PROVIDED DATA Block Start

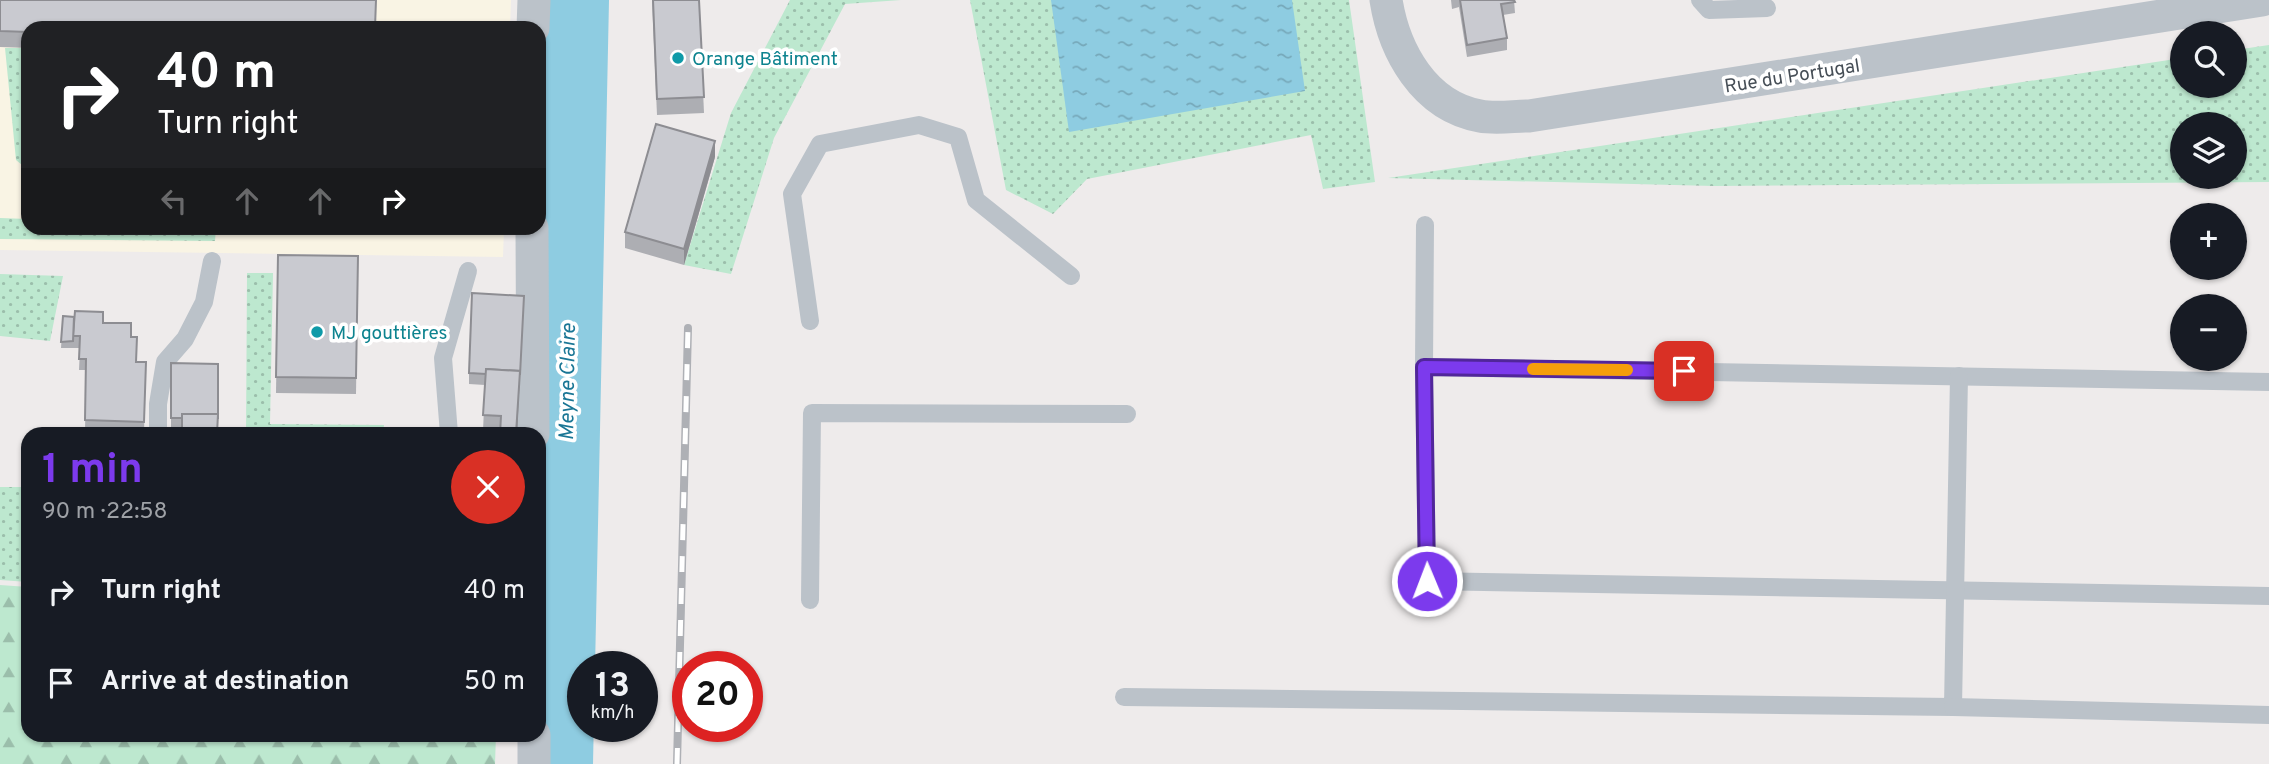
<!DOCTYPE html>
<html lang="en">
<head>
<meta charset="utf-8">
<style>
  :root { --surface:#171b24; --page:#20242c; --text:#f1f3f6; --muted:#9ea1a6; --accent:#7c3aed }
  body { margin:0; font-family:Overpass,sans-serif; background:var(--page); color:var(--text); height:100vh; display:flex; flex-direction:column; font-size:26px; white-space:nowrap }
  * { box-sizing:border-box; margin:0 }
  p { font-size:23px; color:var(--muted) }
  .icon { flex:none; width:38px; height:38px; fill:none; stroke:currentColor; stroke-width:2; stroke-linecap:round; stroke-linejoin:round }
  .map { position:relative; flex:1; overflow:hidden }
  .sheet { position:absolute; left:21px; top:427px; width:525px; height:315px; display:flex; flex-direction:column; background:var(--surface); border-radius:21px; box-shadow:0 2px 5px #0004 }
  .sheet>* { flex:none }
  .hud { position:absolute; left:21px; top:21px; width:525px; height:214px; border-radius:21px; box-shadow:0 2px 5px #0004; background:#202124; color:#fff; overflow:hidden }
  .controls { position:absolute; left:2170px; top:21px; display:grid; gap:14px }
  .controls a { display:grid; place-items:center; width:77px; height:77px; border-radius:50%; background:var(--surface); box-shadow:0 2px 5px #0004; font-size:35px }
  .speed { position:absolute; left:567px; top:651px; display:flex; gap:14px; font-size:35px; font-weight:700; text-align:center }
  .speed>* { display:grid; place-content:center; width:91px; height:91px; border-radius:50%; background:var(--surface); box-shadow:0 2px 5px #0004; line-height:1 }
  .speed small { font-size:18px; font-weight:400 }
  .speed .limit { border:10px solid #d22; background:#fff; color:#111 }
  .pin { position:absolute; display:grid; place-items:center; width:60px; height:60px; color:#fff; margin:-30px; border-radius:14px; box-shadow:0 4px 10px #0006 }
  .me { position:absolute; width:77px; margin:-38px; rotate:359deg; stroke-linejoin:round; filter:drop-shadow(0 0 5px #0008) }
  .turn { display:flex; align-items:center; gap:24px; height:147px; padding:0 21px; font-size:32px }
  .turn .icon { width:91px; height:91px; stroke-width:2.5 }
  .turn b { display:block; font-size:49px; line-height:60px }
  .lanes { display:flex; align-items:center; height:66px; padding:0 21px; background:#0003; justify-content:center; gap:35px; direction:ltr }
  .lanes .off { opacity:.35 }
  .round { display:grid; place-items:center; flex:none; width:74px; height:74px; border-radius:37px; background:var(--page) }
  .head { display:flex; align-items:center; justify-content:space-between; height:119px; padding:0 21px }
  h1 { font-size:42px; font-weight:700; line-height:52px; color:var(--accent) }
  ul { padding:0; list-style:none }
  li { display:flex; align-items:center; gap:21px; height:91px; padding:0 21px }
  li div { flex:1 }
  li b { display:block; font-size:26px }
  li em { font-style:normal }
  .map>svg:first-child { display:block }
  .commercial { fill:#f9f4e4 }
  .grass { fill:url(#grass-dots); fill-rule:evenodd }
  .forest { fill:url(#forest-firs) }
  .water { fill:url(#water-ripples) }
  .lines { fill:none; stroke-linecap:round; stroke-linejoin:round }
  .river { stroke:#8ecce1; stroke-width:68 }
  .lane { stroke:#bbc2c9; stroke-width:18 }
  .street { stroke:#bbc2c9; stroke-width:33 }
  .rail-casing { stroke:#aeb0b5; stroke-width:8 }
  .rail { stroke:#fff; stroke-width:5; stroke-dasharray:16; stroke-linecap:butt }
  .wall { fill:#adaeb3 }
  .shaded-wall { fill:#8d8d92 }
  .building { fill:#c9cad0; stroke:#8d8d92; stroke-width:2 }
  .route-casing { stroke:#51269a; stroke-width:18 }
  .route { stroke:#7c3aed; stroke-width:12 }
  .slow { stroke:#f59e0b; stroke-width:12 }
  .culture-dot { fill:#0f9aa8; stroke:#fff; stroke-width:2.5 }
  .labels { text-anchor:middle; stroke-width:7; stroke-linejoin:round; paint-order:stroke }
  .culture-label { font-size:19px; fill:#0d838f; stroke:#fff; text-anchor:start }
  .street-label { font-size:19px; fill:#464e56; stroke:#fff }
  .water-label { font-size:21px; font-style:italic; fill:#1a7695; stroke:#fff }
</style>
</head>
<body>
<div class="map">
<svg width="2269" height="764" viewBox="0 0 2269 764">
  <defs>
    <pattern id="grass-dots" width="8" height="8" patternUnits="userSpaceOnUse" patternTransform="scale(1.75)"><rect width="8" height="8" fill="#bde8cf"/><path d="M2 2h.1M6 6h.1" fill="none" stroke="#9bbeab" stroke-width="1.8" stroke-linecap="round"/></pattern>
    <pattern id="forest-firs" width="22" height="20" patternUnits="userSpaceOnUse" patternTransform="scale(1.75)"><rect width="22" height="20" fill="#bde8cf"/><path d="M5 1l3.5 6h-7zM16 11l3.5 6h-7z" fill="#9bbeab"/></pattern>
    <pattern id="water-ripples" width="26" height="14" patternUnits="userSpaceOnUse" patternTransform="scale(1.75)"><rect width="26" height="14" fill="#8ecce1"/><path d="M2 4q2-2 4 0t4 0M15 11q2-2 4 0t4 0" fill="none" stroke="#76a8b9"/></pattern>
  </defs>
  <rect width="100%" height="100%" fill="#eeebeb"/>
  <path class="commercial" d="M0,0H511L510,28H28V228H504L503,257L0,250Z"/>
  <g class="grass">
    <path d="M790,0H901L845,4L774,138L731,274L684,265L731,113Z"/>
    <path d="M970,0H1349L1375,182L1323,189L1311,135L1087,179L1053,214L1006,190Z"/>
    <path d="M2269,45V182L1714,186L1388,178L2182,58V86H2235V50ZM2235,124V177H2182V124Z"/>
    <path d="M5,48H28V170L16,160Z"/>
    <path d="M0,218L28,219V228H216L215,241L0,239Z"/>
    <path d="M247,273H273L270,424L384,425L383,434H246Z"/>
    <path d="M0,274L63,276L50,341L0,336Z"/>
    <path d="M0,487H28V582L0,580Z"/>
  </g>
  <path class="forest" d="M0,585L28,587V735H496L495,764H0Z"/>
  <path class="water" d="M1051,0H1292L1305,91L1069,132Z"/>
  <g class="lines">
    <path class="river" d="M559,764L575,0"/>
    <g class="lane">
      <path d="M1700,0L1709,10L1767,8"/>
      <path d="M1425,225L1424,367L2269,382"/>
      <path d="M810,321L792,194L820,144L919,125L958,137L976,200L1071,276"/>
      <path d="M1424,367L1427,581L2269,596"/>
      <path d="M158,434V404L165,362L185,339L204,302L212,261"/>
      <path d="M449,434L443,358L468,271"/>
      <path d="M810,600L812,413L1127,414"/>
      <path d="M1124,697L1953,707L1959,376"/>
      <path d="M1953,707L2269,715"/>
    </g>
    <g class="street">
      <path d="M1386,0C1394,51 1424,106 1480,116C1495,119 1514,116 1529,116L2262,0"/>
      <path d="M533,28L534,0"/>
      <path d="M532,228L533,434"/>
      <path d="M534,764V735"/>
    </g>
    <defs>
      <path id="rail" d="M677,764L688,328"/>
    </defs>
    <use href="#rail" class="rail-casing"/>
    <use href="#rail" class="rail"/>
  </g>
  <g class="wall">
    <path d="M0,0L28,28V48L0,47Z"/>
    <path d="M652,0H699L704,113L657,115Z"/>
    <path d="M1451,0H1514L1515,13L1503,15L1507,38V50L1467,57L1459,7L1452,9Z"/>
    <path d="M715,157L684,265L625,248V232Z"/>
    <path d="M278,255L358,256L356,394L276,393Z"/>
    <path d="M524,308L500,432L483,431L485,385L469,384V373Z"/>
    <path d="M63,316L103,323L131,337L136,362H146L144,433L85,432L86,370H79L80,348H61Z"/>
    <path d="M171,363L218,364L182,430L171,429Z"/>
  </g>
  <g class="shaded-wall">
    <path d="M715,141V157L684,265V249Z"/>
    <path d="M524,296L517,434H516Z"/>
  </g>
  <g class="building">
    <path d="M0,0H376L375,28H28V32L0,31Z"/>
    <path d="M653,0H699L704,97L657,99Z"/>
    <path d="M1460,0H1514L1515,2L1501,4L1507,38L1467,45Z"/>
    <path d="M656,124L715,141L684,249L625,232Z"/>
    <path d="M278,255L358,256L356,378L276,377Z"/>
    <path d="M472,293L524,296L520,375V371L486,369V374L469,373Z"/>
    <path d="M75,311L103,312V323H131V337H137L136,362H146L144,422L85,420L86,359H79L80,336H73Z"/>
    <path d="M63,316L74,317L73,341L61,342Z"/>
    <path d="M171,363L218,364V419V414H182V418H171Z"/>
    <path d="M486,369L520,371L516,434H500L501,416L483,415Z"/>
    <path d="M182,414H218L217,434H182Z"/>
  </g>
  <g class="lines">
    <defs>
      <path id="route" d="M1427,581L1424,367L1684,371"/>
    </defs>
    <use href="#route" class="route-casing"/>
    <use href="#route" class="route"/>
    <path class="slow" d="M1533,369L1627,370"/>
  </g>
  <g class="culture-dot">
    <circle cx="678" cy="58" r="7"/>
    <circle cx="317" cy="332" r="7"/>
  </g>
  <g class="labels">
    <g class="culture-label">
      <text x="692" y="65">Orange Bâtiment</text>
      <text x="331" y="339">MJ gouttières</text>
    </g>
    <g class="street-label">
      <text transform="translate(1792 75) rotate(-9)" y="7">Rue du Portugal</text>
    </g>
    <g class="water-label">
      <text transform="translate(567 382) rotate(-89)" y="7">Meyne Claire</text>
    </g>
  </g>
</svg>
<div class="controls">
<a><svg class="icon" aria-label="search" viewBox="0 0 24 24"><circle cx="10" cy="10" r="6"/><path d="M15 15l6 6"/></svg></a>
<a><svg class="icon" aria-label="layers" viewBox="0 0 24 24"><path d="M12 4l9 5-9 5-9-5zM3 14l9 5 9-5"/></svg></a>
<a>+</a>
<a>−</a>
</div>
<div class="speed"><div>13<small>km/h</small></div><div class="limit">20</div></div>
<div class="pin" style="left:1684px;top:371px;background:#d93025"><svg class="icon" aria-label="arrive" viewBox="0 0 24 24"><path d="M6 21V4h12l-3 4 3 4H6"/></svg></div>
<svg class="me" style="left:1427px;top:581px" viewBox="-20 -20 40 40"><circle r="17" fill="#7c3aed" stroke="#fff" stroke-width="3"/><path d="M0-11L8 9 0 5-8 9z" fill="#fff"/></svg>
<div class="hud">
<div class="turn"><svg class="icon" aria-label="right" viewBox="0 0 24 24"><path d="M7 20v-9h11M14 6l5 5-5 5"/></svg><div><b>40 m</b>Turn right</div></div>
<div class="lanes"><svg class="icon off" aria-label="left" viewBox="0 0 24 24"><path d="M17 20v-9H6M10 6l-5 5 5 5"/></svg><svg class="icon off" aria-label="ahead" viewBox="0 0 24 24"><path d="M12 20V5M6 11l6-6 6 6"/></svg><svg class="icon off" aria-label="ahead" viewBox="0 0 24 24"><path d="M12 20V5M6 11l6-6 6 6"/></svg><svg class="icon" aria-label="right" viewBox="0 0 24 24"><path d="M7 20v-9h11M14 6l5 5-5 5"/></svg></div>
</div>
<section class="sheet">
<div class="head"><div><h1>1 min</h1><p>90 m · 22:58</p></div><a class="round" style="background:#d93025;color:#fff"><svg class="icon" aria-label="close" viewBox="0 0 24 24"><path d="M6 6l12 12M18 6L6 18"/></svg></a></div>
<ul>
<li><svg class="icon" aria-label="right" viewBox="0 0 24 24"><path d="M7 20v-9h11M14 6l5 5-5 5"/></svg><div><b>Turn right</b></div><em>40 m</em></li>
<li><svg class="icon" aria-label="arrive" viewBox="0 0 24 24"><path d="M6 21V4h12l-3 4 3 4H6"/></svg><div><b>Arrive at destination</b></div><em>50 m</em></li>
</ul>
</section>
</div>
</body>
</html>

PROVIDED DATA Block End

**INSTRUCTIONS FOR THE TASK:** Begin at the first line of the records. Print every line through the one containing "width:91px; height:91px; stroke-width:2.5" exactly, but skip the pictures.

**REPLY:**
<!DOCTYPE html>
<html lang="en">
<head>
<meta charset="utf-8">
<style>
  :root { --surface:#171b24; --page:#20242c; --text:#f1f3f6; --muted:#9ea1a6; --accent:#7c3aed }
  body { margin:0; font-family:Overpass,sans-serif; background:var(--page); color:var(--text); height:100vh; display:flex; flex-direction:column; font-size:26px; white-space:nowrap }
  * { box-sizing:border-box; margin:0 }
  p { font-size:23px; color:var(--muted) }
  .icon { flex:none; width:38px; height:38px; fill:none; stroke:currentColor; stroke-width:2; stroke-linecap:round; stroke-linejoin:round }
  .map { position:relative; flex:1; overflow:hidden }
  .sheet { position:absolute; left:21px; top:427px; width:525px; height:315px; display:flex; flex-direction:column; background:var(--surface); border-radius:21px; box-shadow:0 2px 5px #0004 }
  .sheet>* { flex:none }
  .hud { position:absolute; left:21px; top:21px; width:525px; height:214px; border-radius:21px; box-shadow:0 2px 5px #0004; background:#202124; color:#fff; overflow:hidden }
  .controls { position:absolute; left:2170px; top:21px; display:grid; gap:14px }
  .controls a { display:grid; place-items:center; width:77px; height:77px; border-radius:50%; background:var(--surface); box-shadow:0 2px 5px #0004; font-size:35px }
  .speed { position:absolute; left:567px; top:651px; display:flex; gap:14px; font-size:35px; font-weight:700; text-align:center }
  .speed>* { display:grid; place-content:center; width:91px; height:91px; border-radius:50%; background:var(--surface); box-shadow:0 2px 5px #0004; line-height:1 }
  .speed small { font-size:18px; font-weight:400 }
  .speed .limit { border:10px solid #d22; background:#fff; color:#111 }
  .pin { position:absolute; display:grid; place-items:center; width:60px; height:60px; color:#fff; margin:-30px; border-radius:14px; box-shadow:0 4px 10px #0006 }
  .me { position:absolute; width:77px; margin:-38px; rotate:359deg; stroke-linejoin:round; filter:drop-shadow(0 0 5px #0008) }
  .turn { display:flex; align-items:center; gap:24px; height:147px; padding:0 21px; font-size:32px }
  .turn .icon { width:91px; height:91px; stroke-width:2.5 }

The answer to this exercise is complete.